● **What you need to do**
Only the number is wanted: how many lines of these entries contain the word "list"?

****************

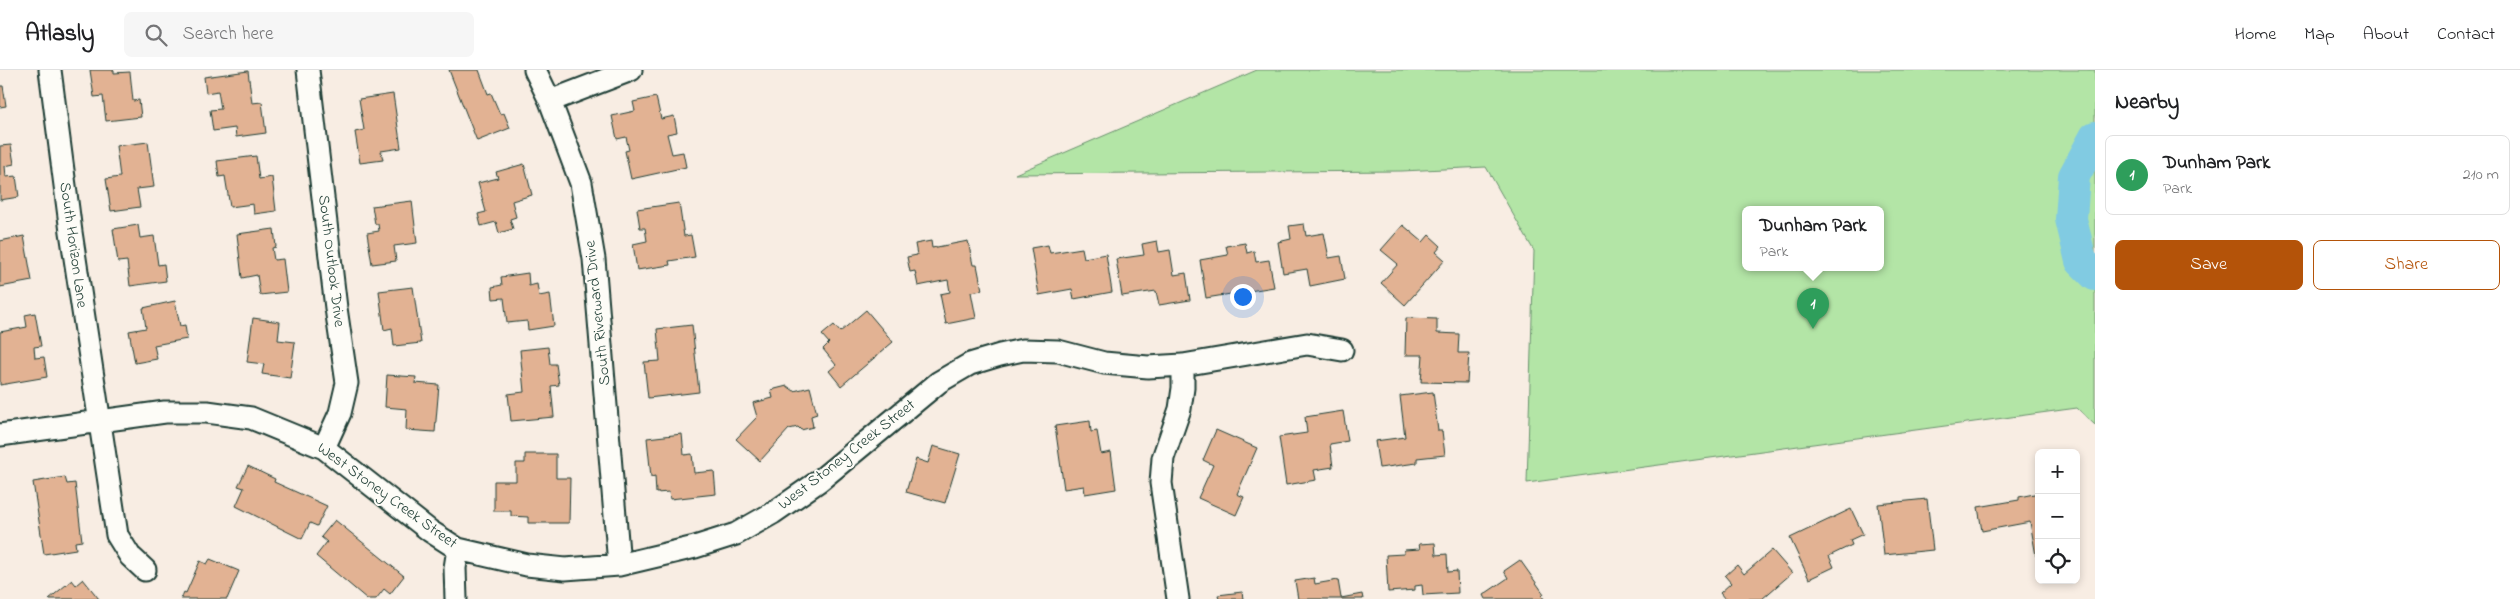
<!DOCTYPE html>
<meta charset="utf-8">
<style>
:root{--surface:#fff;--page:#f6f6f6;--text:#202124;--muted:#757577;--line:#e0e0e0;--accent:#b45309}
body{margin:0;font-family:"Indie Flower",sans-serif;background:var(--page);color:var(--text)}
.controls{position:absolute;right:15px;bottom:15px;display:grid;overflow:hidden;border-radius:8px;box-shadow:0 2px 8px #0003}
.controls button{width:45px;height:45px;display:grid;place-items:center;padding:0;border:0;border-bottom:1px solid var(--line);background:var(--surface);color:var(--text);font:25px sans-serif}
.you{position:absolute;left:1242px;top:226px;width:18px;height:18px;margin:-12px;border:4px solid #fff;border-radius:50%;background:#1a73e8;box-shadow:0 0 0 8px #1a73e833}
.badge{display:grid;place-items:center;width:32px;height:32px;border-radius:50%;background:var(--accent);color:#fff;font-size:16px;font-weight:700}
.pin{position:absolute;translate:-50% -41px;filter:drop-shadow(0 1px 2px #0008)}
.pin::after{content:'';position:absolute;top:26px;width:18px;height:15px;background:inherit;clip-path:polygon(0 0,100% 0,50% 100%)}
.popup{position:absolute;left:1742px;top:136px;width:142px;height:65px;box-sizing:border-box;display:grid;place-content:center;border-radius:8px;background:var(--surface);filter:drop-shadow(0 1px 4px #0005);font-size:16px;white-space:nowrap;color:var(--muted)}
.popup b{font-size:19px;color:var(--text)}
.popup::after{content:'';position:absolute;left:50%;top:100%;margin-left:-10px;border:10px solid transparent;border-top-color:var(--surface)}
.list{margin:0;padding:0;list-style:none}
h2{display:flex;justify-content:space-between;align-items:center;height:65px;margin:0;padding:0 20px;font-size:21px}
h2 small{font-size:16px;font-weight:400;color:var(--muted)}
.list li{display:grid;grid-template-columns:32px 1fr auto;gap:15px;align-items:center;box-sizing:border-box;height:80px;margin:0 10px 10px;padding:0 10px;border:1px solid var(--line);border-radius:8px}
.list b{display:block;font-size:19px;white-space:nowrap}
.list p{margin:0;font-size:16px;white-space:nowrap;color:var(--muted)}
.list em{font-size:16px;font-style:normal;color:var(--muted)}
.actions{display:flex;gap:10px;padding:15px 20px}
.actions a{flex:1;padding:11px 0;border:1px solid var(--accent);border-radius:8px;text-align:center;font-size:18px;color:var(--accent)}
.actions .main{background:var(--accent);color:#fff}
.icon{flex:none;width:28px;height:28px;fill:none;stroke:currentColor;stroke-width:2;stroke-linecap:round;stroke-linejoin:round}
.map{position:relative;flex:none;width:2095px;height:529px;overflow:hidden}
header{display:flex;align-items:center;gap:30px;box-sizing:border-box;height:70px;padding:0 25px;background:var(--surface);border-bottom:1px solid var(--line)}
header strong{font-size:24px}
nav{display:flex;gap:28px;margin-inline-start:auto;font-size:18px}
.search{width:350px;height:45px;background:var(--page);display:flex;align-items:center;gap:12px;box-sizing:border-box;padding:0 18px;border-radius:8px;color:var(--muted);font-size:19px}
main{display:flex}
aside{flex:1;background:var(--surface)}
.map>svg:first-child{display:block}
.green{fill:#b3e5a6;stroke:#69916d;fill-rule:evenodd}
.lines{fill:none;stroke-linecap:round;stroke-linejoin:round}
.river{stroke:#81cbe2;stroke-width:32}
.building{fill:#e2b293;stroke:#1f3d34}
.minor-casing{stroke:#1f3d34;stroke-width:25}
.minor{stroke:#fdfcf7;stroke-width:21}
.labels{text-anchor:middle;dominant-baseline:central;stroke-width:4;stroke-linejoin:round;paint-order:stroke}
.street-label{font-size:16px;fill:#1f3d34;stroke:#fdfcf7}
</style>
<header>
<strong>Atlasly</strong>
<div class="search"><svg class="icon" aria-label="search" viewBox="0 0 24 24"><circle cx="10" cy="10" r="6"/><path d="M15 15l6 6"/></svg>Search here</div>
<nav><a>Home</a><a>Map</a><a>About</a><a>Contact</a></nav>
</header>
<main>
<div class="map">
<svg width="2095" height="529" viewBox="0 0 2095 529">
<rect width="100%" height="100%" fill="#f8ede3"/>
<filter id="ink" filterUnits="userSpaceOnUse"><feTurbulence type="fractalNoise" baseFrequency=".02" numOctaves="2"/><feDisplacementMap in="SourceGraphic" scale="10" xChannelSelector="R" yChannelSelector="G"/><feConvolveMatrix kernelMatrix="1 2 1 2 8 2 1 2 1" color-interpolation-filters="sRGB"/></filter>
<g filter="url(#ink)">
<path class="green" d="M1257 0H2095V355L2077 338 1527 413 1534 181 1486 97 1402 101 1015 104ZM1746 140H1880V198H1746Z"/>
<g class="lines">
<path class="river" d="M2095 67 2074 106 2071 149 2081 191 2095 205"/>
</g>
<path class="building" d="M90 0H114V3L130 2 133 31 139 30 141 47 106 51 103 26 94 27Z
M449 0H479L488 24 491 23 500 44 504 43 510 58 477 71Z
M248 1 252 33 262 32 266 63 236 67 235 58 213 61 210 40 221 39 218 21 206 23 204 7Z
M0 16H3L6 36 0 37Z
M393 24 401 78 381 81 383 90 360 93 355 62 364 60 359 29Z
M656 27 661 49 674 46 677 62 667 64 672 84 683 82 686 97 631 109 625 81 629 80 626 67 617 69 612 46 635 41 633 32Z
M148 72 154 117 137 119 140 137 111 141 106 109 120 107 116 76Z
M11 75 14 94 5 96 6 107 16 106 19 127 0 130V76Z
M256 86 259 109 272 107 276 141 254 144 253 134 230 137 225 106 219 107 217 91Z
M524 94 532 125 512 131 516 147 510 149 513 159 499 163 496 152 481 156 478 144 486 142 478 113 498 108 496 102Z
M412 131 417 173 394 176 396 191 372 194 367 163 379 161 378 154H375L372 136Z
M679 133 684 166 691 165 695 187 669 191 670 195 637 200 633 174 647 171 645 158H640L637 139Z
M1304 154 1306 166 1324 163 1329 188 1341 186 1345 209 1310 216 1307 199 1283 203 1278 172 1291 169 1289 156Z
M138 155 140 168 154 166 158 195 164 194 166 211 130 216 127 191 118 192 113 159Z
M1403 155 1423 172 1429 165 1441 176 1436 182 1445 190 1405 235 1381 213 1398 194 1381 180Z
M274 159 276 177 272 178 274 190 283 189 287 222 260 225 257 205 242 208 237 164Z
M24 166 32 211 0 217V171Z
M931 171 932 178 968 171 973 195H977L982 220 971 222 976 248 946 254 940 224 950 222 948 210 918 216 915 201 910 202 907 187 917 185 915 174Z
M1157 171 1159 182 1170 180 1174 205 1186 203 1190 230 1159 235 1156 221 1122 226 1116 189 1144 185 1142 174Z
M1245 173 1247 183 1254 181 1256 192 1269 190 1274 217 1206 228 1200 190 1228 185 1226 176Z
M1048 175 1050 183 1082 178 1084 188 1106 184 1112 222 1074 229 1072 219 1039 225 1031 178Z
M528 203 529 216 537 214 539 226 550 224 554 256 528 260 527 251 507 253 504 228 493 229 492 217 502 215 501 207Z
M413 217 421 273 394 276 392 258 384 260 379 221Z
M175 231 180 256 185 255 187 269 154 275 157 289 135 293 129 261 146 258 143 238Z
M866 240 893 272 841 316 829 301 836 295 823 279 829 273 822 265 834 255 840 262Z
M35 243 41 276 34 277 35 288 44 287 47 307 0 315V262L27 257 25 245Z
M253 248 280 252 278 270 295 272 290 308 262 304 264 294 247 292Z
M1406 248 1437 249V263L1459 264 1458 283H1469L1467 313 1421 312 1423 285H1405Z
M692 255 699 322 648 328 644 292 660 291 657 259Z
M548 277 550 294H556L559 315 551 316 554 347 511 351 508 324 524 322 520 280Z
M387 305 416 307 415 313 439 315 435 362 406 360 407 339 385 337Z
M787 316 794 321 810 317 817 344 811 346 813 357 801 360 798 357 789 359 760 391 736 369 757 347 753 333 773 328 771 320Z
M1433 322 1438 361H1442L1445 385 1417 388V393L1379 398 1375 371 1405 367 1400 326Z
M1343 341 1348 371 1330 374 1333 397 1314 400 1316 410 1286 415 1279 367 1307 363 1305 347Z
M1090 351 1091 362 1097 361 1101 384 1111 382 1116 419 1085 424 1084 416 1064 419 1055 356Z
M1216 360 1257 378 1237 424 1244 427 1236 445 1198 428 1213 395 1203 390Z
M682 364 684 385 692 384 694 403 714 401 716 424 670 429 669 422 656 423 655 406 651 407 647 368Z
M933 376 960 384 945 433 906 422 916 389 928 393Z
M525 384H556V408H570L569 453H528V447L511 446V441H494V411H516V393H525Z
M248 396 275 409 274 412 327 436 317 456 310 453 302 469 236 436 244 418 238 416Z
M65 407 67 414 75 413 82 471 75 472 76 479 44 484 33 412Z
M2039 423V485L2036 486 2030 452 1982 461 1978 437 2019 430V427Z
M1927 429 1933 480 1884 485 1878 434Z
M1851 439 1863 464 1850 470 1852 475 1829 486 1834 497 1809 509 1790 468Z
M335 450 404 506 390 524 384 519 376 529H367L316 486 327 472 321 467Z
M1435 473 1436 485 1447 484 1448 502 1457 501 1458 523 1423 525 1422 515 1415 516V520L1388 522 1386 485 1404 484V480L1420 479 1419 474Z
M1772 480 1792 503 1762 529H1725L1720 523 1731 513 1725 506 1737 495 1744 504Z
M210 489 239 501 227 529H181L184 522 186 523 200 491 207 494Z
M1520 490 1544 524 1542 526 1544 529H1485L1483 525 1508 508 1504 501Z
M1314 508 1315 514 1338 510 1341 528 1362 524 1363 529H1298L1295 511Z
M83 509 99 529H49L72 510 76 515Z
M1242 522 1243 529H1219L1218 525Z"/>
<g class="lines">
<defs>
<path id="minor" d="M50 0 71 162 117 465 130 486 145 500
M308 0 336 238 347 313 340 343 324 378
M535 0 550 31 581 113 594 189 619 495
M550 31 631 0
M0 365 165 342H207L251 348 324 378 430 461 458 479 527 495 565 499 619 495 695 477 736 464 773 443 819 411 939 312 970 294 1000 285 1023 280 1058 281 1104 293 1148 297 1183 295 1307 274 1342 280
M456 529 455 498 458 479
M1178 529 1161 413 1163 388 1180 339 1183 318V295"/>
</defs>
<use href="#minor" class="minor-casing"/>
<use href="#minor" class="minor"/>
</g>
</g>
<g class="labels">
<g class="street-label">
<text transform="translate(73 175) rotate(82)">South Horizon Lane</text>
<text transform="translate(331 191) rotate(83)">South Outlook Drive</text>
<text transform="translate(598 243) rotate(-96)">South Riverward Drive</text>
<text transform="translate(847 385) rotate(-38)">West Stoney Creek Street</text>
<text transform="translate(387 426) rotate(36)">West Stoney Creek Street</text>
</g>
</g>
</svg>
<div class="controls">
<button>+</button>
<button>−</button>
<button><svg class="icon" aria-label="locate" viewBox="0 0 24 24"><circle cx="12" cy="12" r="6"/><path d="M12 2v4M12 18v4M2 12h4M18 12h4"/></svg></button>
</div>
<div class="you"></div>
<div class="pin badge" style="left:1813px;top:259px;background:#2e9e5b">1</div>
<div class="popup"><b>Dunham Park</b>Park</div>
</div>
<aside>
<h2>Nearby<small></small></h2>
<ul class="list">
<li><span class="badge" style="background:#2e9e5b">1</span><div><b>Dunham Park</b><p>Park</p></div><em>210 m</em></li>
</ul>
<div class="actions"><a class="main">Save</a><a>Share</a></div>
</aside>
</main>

****************

● **Answer below**
6